EXERCISE DETAILS: For every line in the entries that contains "Stores", show the whole line.

_ _ _ _

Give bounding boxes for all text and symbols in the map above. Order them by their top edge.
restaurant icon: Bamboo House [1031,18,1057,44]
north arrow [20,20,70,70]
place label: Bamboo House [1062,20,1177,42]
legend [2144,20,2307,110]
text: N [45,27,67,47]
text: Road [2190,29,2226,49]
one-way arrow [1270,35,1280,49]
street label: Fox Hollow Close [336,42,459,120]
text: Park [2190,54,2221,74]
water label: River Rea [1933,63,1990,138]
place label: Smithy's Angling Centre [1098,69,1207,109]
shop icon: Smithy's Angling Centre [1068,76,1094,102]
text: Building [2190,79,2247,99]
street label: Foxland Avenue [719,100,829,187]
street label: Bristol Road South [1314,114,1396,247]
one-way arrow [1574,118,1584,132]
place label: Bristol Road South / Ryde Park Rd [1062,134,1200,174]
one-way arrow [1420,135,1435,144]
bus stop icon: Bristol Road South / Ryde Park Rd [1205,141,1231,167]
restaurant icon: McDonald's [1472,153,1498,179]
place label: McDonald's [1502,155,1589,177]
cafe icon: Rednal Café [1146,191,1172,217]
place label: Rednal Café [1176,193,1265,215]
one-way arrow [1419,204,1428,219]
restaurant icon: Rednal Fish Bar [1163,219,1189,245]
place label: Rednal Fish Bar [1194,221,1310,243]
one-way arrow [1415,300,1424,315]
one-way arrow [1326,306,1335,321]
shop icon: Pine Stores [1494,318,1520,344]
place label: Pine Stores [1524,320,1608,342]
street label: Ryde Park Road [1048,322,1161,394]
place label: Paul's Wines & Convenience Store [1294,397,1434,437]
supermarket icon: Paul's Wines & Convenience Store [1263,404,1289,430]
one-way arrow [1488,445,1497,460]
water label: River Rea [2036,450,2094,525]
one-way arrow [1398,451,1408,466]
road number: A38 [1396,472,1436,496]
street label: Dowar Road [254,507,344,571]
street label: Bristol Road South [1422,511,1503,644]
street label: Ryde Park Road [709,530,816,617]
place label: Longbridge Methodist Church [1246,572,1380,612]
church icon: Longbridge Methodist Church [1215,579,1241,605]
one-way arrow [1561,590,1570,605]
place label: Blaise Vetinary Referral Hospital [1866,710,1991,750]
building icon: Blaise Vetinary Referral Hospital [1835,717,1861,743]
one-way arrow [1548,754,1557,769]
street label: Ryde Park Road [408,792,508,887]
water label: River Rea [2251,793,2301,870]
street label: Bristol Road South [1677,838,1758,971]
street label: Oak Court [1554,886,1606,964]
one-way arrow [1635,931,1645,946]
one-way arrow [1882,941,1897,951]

_ _ _ _

SOLUTION:
shop icon: Pine Stores [1494,318,1520,344]
place label: Pine Stores [1524,320,1608,342]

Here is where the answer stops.